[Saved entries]
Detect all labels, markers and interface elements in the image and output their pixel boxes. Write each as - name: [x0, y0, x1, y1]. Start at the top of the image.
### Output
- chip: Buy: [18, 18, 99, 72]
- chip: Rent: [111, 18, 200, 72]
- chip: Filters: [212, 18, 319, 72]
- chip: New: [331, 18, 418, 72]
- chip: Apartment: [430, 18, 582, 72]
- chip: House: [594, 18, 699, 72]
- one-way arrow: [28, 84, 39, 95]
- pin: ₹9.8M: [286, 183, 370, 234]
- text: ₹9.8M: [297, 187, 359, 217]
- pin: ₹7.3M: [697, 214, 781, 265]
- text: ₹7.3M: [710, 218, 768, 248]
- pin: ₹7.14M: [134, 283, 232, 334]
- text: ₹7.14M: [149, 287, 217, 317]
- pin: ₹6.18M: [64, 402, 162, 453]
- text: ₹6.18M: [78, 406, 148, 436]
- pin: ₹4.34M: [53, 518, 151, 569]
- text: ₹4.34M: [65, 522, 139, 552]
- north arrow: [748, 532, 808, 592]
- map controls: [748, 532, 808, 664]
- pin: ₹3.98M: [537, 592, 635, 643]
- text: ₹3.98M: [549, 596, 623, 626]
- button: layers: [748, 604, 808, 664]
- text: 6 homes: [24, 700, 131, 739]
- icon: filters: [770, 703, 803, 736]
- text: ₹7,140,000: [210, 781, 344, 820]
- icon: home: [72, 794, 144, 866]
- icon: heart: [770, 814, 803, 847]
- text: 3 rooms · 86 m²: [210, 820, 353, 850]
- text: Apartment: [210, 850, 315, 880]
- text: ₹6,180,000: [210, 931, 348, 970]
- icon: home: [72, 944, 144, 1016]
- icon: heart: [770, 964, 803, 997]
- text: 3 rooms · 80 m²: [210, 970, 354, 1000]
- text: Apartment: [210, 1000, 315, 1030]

==

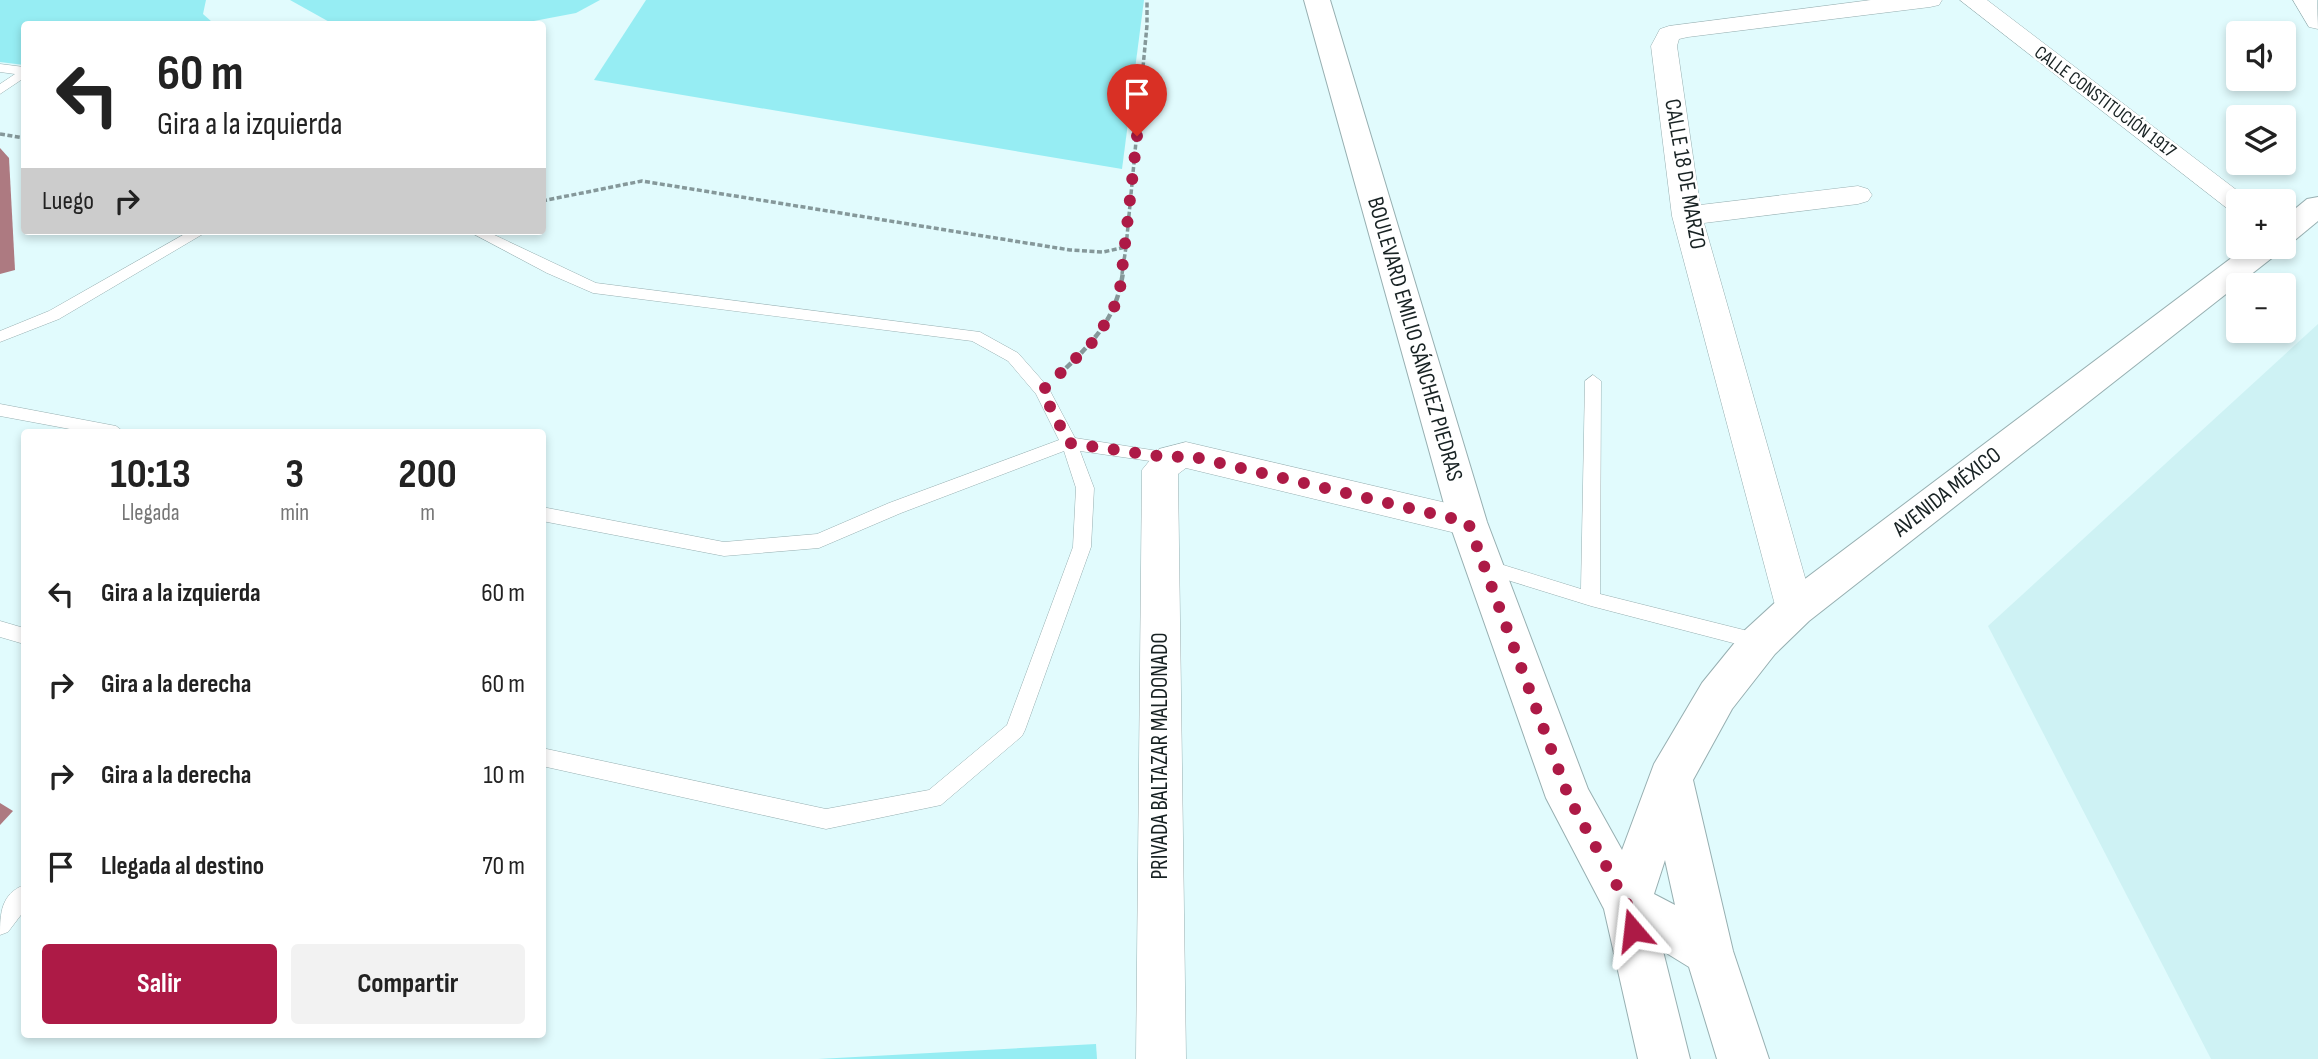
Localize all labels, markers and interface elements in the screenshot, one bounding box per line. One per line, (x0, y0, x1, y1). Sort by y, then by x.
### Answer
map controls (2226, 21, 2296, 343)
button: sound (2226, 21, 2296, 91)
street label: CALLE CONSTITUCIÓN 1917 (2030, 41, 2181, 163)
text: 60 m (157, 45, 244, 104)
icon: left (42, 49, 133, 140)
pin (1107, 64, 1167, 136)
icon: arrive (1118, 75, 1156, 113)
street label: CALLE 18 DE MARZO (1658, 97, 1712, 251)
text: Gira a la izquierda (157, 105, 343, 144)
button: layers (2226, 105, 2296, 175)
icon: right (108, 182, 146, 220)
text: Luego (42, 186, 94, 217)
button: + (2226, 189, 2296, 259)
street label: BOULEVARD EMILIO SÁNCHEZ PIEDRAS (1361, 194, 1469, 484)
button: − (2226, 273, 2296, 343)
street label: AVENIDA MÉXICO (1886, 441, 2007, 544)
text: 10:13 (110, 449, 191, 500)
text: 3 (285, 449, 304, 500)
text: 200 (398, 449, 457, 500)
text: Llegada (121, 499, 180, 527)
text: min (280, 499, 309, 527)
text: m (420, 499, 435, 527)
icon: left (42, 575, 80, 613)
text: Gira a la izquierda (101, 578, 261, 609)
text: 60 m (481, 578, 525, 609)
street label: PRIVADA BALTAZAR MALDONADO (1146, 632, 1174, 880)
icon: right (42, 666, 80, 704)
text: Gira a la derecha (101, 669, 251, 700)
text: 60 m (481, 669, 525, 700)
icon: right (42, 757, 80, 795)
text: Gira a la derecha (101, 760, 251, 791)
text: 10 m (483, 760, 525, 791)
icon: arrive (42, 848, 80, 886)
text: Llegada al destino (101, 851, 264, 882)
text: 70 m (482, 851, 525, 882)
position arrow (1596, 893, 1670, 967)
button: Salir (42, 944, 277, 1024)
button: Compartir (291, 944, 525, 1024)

## What the task asks
How many lines in the records above hold the string "elements"? Only the number is wanted.

## Output of the exercise
2